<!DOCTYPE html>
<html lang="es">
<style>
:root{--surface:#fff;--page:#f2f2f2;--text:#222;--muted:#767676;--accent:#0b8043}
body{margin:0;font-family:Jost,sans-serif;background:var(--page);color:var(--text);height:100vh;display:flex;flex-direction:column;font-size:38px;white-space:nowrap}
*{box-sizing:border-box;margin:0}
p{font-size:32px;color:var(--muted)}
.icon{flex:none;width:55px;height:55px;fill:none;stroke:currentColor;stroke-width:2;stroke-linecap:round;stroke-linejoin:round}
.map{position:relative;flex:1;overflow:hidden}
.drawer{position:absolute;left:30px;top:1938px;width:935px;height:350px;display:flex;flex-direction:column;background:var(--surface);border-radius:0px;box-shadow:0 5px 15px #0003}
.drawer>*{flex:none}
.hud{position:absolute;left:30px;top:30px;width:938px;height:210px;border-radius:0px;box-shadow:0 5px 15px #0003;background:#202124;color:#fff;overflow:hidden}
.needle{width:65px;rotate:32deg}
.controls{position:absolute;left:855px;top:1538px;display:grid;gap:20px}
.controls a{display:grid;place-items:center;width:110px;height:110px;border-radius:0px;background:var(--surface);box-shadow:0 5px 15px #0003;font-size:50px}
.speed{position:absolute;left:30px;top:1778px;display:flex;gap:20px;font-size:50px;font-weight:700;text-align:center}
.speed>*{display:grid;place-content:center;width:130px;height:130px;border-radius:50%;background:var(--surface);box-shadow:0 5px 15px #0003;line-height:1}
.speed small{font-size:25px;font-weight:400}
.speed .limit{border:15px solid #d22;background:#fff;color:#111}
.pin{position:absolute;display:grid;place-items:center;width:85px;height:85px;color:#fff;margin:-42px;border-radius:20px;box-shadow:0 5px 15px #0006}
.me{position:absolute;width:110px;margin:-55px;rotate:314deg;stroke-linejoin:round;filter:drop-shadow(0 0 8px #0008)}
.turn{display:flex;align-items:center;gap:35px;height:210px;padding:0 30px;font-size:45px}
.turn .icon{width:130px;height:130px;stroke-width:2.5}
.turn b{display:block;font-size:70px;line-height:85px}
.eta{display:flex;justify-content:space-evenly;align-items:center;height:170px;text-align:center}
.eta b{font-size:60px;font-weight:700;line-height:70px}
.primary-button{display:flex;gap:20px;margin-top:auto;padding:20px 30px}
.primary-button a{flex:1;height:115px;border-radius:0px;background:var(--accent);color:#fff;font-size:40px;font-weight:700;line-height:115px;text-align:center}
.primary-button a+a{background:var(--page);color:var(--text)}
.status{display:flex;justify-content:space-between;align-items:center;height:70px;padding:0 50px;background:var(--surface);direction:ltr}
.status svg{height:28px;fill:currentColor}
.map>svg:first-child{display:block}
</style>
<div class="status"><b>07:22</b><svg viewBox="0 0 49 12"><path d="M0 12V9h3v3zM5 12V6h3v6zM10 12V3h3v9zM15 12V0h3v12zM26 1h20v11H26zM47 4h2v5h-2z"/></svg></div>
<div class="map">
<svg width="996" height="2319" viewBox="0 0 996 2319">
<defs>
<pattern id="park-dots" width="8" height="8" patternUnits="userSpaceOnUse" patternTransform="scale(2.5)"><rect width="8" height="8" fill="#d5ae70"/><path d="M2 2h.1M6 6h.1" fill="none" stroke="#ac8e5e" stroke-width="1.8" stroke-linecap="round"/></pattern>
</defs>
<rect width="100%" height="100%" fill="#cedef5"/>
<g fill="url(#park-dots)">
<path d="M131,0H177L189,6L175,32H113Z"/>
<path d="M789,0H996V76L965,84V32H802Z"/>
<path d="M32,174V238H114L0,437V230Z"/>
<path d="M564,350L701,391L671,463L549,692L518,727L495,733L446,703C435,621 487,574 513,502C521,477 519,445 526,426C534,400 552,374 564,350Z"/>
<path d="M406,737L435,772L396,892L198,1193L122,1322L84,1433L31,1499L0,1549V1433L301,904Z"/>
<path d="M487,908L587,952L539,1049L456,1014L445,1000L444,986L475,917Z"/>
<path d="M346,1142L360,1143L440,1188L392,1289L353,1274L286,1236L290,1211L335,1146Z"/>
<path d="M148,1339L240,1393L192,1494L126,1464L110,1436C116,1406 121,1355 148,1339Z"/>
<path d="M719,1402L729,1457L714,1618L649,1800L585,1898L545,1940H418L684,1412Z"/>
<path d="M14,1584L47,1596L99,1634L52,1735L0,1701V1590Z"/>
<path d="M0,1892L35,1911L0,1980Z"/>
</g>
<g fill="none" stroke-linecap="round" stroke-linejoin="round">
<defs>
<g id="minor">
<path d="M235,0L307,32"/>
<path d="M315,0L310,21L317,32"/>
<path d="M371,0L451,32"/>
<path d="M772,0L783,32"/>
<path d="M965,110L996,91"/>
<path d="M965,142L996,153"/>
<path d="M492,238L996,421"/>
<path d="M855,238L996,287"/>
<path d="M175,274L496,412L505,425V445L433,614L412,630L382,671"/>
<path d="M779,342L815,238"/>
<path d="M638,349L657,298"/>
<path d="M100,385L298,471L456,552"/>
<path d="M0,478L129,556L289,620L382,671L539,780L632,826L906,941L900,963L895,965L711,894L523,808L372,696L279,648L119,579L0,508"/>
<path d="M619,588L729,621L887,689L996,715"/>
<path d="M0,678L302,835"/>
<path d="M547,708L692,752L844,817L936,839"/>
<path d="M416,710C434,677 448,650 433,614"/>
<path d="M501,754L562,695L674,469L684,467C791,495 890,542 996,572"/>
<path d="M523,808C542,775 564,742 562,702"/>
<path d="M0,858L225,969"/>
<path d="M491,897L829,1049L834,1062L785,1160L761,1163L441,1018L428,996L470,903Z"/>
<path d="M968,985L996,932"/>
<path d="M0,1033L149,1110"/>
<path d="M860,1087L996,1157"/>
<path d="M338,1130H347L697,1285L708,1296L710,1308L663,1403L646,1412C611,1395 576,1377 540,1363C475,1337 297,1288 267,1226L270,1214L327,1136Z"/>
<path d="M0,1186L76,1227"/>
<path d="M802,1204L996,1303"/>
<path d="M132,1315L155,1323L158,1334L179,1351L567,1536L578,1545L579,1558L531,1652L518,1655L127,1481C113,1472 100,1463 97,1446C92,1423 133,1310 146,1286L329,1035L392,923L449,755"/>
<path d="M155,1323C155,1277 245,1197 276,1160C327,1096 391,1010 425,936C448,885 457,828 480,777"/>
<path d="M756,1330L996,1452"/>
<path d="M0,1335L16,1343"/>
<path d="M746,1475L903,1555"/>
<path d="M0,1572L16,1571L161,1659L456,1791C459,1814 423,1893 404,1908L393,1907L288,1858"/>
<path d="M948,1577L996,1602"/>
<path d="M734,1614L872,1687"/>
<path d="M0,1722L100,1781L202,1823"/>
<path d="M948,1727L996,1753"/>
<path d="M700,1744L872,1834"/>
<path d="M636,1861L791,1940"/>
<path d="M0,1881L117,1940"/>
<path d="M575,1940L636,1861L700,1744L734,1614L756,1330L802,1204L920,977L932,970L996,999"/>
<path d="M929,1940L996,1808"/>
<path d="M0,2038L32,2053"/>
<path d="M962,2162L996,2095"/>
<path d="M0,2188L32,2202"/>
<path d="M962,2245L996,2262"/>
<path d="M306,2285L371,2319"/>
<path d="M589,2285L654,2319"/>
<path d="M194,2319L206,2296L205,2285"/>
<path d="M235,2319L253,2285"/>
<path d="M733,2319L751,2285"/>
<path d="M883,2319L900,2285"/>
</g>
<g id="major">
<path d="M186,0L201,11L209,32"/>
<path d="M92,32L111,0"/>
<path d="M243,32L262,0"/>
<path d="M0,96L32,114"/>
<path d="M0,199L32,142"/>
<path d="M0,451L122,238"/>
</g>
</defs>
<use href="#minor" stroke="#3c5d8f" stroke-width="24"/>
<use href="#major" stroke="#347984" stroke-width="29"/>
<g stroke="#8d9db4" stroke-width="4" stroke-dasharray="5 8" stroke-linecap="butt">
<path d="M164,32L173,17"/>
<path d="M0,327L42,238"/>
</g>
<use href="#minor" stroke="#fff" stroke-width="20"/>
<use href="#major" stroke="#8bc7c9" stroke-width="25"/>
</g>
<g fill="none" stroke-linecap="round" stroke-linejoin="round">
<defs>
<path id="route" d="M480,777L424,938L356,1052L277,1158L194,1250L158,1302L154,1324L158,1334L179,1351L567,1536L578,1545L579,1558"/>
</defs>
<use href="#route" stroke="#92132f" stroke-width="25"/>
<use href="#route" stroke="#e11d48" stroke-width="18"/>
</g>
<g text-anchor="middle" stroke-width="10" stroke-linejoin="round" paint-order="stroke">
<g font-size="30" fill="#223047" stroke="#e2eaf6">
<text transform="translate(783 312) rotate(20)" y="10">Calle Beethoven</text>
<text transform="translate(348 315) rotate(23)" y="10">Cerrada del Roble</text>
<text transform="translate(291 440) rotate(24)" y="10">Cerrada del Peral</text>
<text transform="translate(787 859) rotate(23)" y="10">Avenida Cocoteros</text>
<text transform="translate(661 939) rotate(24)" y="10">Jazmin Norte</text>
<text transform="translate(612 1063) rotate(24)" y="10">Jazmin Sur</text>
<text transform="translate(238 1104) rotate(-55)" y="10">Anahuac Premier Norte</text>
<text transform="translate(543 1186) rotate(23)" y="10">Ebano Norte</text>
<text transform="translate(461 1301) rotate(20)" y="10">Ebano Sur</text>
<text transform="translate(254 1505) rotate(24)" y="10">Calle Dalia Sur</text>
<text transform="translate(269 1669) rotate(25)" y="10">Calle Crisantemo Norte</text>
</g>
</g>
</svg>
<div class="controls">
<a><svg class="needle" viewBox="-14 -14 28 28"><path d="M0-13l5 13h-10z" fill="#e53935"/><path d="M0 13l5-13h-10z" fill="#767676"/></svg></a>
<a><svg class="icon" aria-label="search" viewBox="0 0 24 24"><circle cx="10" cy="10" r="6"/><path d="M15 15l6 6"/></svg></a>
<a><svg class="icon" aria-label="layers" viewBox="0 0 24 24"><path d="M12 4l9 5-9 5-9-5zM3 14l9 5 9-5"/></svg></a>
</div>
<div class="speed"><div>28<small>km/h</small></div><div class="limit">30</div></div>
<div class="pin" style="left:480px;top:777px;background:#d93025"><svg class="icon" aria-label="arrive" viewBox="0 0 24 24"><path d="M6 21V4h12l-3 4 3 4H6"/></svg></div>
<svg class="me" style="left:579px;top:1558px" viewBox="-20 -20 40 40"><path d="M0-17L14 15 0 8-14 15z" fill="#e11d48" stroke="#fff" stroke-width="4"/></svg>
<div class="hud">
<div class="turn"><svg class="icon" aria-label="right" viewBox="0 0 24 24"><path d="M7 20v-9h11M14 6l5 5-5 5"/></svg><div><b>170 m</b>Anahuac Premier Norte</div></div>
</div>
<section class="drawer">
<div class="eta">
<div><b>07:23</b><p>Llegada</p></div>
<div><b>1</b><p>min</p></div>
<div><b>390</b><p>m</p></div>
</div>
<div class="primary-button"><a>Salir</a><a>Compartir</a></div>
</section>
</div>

Exercise goal:
Search the data above for the string "speed" and return every line that has it.

Problem solution:
.speed{position:absolute;left:30px;top:1778px;display:flex;gap:20px;font-size:50px;font-weight:700;text-align:center}
.speed>*{display:grid;place-content:center;width:130px;height:130px;border-radius:50%;background:var(--surface);box-shadow:0 5px 15px #0003;line-height:1}
.speed small{font-size:25px;font-weight:400}
.speed .limit{border:15px solid #d22;background:#fff;color:#111}
<div class="speed"><div>28<small>km/h</small></div><div class="limit">30</div></div>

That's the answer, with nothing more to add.